The first model examined is an implementation of VectorNet, a neural graph network that processes the spatial relationships of road components and subsequently aims to model the high-level interactions between them20. In addition, we also considered a simple encoder-LSTM-decoder network that receives only agent information as inputs. This network consists of three linear layers of 32, 64, and 128 hidden units, each followed by a ReLU activation function for the encoder and decoder, and 3 layers containing 128 hidden units for the LSTM.

Scenes are encoded as a series of polylines \(P_j\), with the polylines representing either an agent or a road element.
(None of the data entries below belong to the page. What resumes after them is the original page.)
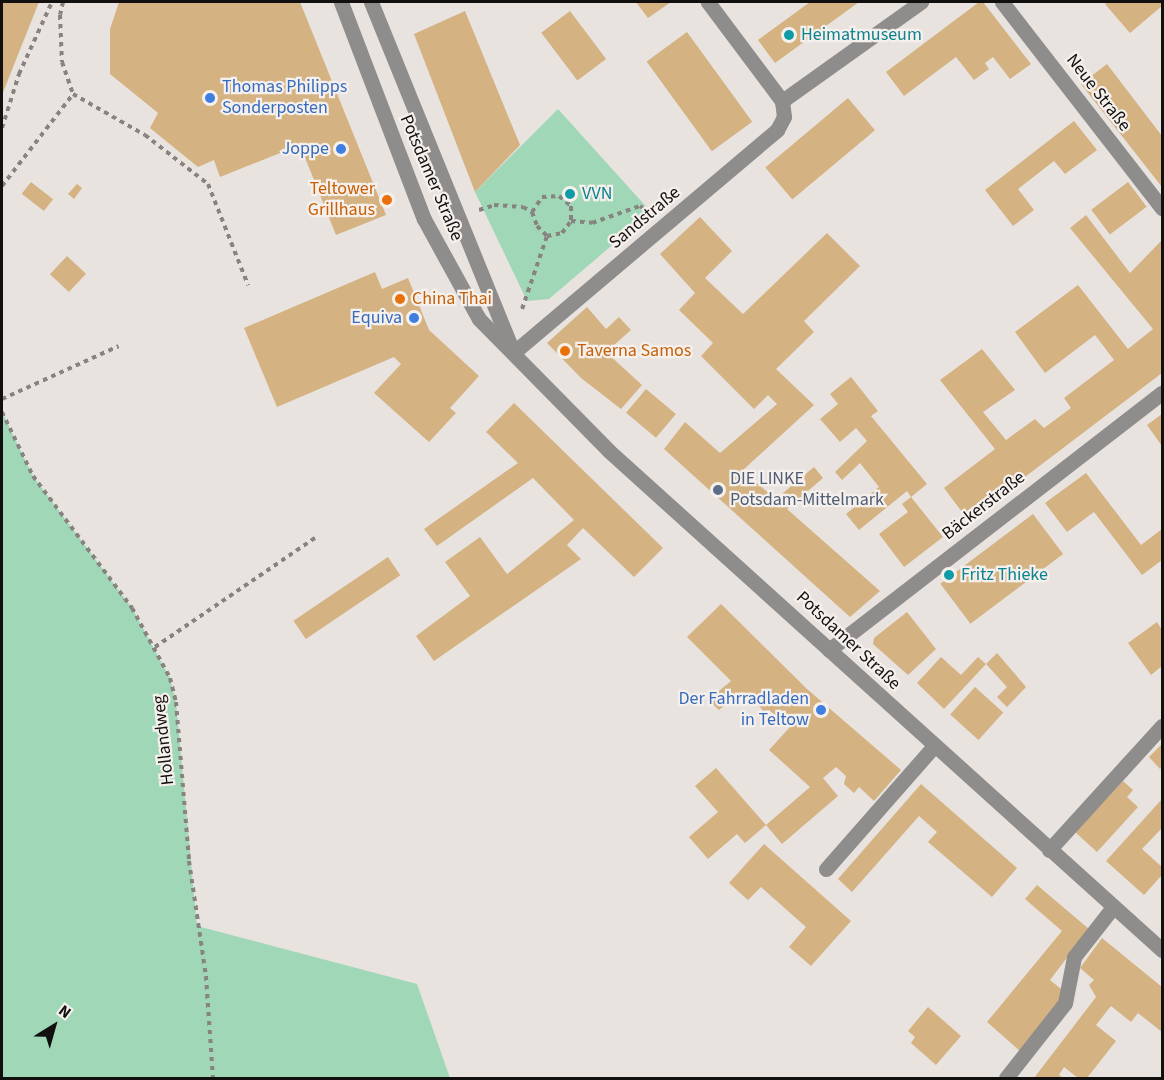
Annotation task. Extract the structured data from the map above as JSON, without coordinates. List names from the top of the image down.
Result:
{
  "streets": {
    "street": [
      "Neue Straße",
      "Potsdamer Straße",
      "Sandstraße",
      "Bäckerstraße"
    ],
    "path": ["Hollandweg"]
  },
  "crossings": [
    ["Potsdamer Straße", "Sandstraße"],
    ["Potsdamer Straße", "Bäckerstraße"]
  ],
  "places": [
    "Heimatmuseum",
    "Thomas Philipps Sonderposten",
    "Joppe",
    "VVN",
    "Teltower Grillhaus",
    "China Thai",
    "Equiva",
    "Taverna Samos",
    "DIE LINKE Potsdam-Mittelmark",
    "Fritz Thieke",
    "Der Fahrradladen in Teltow"
  ],
  "north": "top right"
}
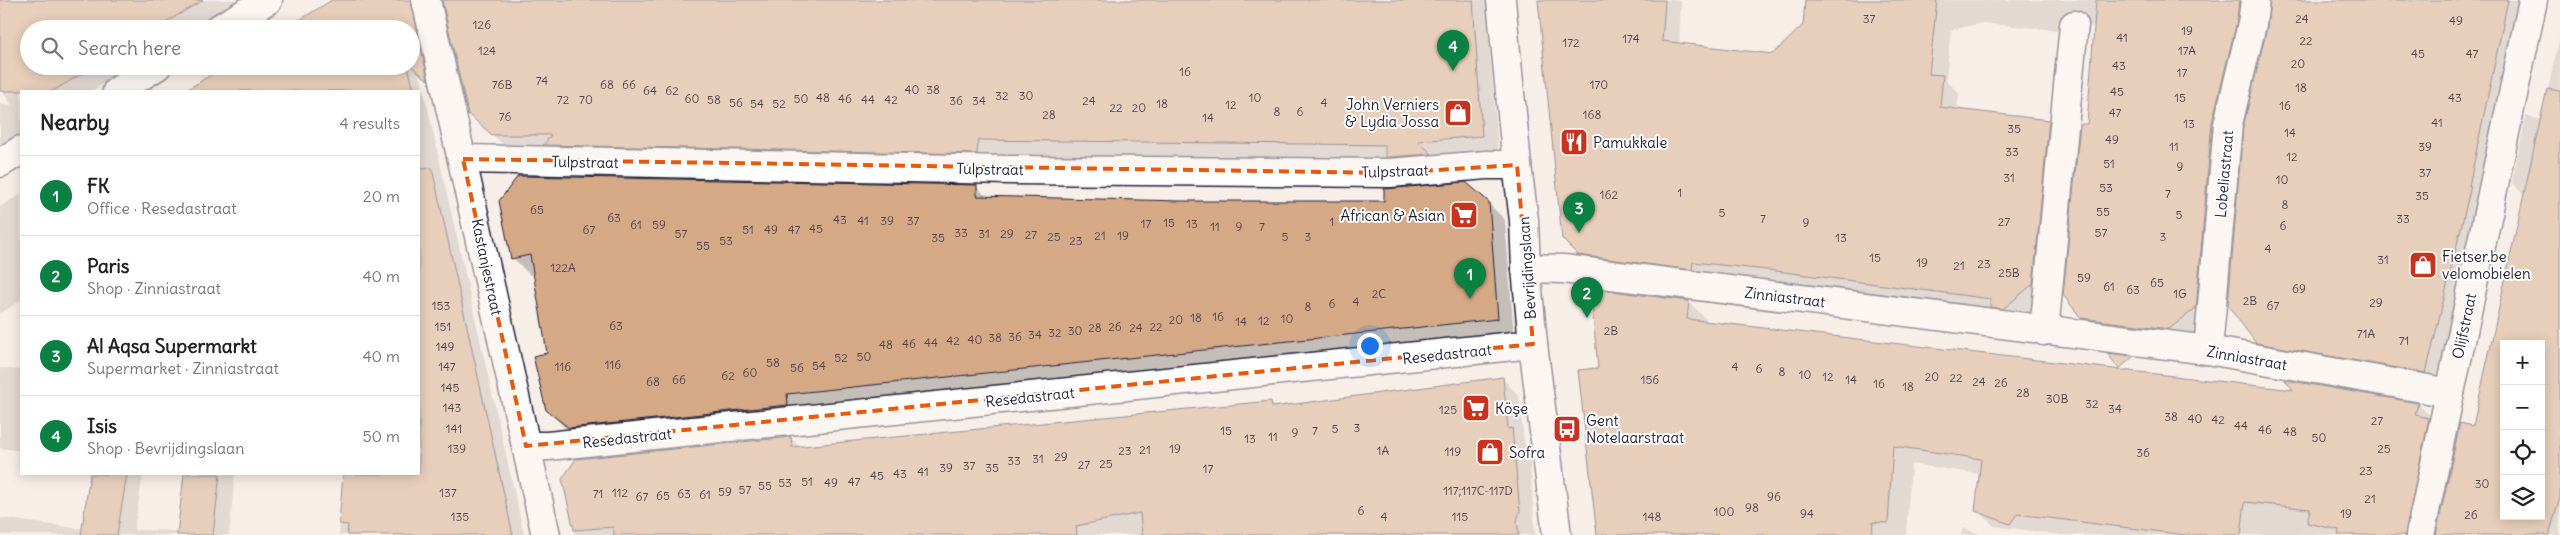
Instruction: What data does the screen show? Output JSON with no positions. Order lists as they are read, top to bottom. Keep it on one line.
{"streets":{"street":["Tulpstraat","Lobeliastraat","Kastanjestraat","Bevrijdingslaan","Zinniastraat","Olijfstraat","Resedastraat"]},"crossings":[["Tulpstraat","Kastanjestraat"],["Tulpstraat","Bevrijdingslaan"],["Lobeliastraat","Zinniastraat"],["Kastanjestraat","Resedastraat"],["Bevrijdingslaan","Zinniastraat"],["Bevrijdingslaan","Resedastraat"],["Zinniastraat","Olijfstraat"]],"places":{"shop":["John Verniers & Lydia Jossa","Fietser.be velomobielen","Sofra"],"restaurant":["Pamukkale"],"supermarket":["African & Asian","Köşe"],"bus stop":["Gent Notelaarstraat"]},"house_numbers":["37","24","49","126","19","41","174","22","172","124","17A","45","47","20","43","16","17","74","76B","68","66","170","18","40","38","64","62","45","32","30","48","10","15","43","60","50","46","72","70","58","44","42","36","34","24","56","4","54","52","18","12","16","22","20","8","6","47","28","168","76","14","41","13","35","14","49","11","39","33","12","51","9","37","31","10","53","1","7","162","35","8","65","55","5","5","63","7","33","43","41","39","37","1","27","15","9","17","13","61","59","6","11","9","7","45","67","51","49","47","33","57","57","31","29","27","21","19","25","5","3","3","35","13","53","23","55","4","15","31","19","23","21","122A","25B","59","65","61","69","63","2C","1G","2B","4","29","6","153","67","8","16","18","10","20","12","14","63","151","26","22","28","24","30","2B","32","71A","34","36","38","40","42","71","44","46","48","149","50","52","58","116","54","147","116","4","56","6","8","60","10","62","12","20","22","66","156","14","68","24","26","16","18","145","28","30B","32","143","34","125","38","40","42","27","44","3","141","5","46","15","7","48","9","11","50","13","139","19","25","21","23","1A","119","36","29","31","33","25","27","37","39","35","17","23","41","43","45","51","47","53","49","30","55","57","117;117C-117D","59","137","112","71","63","61","65","67","96","21","98","6","100","94","19","26","135","4","115","148"],"page":{"search":"Search here","pins":["4","3","1","2"],"heading":["Nearby","4 results"],"list":[{"mark":"1","name":"FK","note":"Office · Resedastraat","value":"20 m"},{"mark":"2","name":"Paris","note":"Shop · Zinniastraat","value":"40 m"},{"mark":"3","name":"Al Aqsa Supermarkt","note":"Supermarket · Zinniastraat","value":"40 m"},{"mark":"4","name":"Isis","note":"Shop · Bevrijdingslaan","value":"50 m"}],"map_buttons":["+","−"]}}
Each polyline is defined as a collection of vectors \(v_i\,=\,[ds_i;\,de_i;\,a_i;\,t_i;\,j]\), where ds and de are the 2D start and end coordinates at time \(t_i\), \(a_i\) corresponds to the object type of the polyline, and j is an integer value representing the polyline ID. The polyline features \(a_i\) are discarded for the LSTM model, as this model is intended to make predictions based solely on the coordinates of the agents.

Both models were trained for 25 epochs using the Adam optimizer with a learning rate of 0.001 and a learning rate decay of 0.3 every 5 epochs. Both models were optimized based on the mean squared error.

Lane change simulation with sumo

Considering the vehicle’s comfort condition, we investigated the required duration for the current driving operation using a simulation, while currently only taking lane changes in account. Therefore, the simulation is carried out as co-simulation between the simulation and numerical computation software MATLAB/Simulink28 and the microscopic traffic simulation framework Eclipse SUMO29 using the Traffic Control Interface (TraCI) integrated in Matlab by the package TraCI4Matlab30.

In our framework, SUMO is responsible for the simulation of the investigated scenario. Due to SUMO’s inaccurate vehicle dynamics modelled by a simple accelerated point-mass approach, the ego vehicle’s dynamics are modelled in Simulink31,32. For this purpose, the linearized single-track model is used. This model uses some simplifications to reduce the computational effort, most importantly projecting the wheels of an axle in the vehicles center plane, effectively making it a single-track model, and considering only constant vehicle velocities while disregarding the roll, pitch and lift33. The simulation in Simulink is performed with a third order Runge-Kutta-Solver using a fixed step size of 0.01 s.

For the vehicle steering, the used driver model is based on a lateral vehicle guidance approach utilizing the driver’s visual focus point34. The driver’s steering therefore is dependent on a visual focus point the driver is focusing on in front of the vehicle. According to the model, the driver will align the vehicle’s driving direction with the line of sight to the specific visual focus point. To execute a lane change, this visual focus point is shifted to the new lane abruptly35. For the alignment of the vehicles driving direction respective to the visual focus point, a PID-controller is implemented.

The evaluated lane change time in simulation is the measured time the vehicle needs to move from its starting position in the middle of the lane to the adjacent lane, taking the time when the vehicle completely enters the new lane. The simulations account for varying driver behaviour by modifying the model’s standard steering speed as well as the final lateral position on the lane, which by default would be the middle of the lane.